═══ Material for this task ═══
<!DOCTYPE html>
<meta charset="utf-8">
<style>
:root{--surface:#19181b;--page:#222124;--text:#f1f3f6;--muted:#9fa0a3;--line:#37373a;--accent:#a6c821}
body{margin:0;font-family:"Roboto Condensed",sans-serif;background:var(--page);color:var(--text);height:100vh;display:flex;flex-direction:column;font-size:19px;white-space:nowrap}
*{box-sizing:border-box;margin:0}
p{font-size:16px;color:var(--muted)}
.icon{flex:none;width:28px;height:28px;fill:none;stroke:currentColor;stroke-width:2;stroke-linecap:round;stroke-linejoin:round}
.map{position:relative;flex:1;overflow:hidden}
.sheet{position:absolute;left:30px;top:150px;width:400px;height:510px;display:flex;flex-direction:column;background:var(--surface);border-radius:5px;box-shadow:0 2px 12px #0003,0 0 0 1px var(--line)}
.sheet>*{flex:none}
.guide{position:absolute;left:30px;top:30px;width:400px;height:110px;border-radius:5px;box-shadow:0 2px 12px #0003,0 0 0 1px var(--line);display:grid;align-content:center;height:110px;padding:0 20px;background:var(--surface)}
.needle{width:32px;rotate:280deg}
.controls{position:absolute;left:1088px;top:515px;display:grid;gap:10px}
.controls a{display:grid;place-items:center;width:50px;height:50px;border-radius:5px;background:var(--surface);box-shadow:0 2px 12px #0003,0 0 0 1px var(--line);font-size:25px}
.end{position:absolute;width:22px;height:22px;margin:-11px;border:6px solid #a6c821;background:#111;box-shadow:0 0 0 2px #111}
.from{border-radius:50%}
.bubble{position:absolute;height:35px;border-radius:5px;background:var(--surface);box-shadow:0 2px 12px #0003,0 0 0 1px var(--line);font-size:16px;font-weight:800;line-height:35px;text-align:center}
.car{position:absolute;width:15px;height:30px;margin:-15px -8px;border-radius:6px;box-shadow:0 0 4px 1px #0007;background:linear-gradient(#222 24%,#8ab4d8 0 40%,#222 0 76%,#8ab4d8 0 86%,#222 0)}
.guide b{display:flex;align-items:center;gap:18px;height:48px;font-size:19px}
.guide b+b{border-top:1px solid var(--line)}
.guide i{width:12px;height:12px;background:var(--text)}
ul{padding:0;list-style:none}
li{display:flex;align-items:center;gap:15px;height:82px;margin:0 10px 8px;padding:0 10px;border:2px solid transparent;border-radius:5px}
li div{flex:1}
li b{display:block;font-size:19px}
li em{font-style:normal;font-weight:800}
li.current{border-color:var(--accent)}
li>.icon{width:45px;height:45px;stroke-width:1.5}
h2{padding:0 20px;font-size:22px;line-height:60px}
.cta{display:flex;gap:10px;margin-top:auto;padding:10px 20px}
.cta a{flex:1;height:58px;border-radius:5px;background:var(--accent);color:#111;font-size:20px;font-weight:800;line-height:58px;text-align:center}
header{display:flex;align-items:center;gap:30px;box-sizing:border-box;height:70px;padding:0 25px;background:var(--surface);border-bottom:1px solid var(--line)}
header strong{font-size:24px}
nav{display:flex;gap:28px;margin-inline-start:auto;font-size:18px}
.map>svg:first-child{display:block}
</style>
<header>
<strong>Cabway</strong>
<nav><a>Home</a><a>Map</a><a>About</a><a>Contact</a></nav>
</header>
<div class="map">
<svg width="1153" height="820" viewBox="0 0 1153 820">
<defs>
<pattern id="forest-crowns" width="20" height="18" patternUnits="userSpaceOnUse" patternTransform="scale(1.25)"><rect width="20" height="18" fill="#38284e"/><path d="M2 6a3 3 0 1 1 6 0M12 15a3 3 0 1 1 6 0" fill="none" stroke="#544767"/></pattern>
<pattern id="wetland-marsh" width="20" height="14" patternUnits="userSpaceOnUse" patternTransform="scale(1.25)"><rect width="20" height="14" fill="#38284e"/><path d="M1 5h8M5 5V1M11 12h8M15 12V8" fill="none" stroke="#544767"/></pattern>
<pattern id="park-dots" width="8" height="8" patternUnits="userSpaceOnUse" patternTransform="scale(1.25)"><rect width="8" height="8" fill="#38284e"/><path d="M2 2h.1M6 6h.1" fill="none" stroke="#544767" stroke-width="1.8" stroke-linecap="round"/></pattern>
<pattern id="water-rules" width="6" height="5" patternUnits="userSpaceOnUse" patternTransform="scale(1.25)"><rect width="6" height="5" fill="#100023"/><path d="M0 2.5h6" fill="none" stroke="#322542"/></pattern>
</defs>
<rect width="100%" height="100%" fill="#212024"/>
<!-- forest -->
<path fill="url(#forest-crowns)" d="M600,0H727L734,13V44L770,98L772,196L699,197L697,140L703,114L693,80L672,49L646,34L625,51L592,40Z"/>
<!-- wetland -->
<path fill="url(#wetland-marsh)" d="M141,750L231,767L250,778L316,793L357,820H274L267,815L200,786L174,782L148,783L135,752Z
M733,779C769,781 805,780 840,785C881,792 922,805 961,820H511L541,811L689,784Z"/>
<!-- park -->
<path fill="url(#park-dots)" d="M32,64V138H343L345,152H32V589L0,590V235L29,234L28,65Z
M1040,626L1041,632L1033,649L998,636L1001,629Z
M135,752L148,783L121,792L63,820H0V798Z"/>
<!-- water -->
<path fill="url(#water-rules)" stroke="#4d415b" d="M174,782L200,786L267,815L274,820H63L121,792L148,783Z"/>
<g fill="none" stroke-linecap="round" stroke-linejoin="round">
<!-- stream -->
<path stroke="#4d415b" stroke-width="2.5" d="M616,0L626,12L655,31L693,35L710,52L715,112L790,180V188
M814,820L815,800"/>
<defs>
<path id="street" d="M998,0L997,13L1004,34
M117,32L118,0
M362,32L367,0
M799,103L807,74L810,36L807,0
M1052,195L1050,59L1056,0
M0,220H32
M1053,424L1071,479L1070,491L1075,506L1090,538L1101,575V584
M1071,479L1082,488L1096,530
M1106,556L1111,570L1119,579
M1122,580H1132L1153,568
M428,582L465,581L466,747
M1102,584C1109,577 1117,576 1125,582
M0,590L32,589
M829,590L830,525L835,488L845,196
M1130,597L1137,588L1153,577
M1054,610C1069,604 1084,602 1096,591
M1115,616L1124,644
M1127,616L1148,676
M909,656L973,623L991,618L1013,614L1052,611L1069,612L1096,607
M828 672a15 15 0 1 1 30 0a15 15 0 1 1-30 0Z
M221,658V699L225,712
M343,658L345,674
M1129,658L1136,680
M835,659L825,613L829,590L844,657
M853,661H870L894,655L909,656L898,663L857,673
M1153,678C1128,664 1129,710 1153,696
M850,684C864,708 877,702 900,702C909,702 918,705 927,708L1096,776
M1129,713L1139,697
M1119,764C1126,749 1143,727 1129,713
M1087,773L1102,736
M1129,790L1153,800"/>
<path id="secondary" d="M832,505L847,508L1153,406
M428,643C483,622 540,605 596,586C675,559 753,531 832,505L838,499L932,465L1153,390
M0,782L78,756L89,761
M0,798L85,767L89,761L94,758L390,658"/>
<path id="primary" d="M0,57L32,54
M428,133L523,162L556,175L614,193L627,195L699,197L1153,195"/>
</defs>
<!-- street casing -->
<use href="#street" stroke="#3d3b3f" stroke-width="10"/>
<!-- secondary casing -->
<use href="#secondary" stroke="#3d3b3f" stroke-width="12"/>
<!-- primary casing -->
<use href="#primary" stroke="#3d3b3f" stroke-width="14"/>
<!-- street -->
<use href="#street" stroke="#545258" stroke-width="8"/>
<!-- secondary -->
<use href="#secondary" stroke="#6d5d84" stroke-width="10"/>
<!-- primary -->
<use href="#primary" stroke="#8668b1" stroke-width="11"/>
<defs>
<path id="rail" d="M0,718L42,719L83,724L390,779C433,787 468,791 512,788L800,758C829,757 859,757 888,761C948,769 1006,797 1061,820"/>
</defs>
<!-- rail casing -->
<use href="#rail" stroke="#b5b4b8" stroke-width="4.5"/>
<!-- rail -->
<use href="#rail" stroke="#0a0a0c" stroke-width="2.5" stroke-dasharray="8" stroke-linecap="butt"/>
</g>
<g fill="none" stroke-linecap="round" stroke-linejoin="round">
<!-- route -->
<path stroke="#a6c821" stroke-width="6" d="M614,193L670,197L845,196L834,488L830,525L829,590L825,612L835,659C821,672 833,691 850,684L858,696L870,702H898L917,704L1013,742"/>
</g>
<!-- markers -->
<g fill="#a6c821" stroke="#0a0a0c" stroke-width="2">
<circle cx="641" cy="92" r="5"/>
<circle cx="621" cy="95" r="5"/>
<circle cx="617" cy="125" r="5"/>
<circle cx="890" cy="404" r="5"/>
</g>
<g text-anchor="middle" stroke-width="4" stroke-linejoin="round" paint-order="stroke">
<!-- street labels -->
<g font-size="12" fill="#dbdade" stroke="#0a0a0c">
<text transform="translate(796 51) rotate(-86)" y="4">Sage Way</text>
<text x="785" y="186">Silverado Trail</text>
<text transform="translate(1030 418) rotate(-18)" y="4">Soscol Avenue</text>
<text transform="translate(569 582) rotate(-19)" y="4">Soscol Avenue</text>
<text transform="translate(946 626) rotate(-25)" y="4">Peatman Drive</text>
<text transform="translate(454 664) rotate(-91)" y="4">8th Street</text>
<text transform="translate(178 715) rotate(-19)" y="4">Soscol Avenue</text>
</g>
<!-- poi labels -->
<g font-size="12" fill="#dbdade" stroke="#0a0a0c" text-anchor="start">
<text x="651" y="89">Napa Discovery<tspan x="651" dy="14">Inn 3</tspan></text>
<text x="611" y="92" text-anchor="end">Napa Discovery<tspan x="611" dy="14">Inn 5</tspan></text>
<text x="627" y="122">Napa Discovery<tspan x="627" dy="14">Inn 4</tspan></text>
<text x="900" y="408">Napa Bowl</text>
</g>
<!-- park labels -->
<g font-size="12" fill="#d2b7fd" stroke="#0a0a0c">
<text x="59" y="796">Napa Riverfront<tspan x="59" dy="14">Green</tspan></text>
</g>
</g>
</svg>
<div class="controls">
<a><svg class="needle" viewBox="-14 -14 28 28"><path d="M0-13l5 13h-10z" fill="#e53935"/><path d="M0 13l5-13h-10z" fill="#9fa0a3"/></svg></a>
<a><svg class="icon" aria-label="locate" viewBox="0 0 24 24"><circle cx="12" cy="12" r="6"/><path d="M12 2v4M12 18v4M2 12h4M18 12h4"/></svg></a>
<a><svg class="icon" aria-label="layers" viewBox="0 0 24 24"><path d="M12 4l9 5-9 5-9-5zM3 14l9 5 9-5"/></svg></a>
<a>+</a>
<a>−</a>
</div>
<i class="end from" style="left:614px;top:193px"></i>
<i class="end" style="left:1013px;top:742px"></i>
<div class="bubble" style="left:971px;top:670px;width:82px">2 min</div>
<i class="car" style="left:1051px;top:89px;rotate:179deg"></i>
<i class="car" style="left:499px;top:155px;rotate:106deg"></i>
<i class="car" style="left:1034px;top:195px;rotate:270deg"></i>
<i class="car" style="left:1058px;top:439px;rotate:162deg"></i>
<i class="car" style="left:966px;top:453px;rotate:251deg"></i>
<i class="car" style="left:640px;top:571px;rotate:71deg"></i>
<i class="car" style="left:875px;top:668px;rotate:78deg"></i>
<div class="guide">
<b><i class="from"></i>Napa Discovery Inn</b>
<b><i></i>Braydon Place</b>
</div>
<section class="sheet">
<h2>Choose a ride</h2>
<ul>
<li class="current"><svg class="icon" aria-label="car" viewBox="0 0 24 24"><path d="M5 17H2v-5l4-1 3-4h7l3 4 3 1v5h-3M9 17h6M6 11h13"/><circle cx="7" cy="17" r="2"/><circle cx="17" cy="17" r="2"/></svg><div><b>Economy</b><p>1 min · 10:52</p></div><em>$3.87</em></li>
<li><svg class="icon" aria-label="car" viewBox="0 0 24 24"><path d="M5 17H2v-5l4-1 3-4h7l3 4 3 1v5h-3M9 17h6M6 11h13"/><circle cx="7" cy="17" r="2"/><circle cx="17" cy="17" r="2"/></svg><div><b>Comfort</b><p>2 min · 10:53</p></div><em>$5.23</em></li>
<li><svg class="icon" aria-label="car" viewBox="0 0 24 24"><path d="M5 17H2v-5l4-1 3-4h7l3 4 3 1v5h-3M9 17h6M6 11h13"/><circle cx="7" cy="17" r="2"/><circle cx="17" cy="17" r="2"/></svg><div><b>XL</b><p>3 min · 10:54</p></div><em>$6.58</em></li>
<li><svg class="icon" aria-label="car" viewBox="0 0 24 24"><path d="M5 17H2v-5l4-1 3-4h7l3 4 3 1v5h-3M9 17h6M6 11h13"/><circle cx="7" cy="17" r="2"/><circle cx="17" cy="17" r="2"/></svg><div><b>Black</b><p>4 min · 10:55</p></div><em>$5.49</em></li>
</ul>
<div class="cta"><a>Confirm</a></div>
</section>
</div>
═══
● **Your instructions**
Using the records above, list each line that includes "start".

● **The answer**
nav{display:flex;gap:28px;margin-inline-start:auto;font-size:18px}
<g font-size="12" fill="#dbdade" stroke="#0a0a0c" text-anchor="start">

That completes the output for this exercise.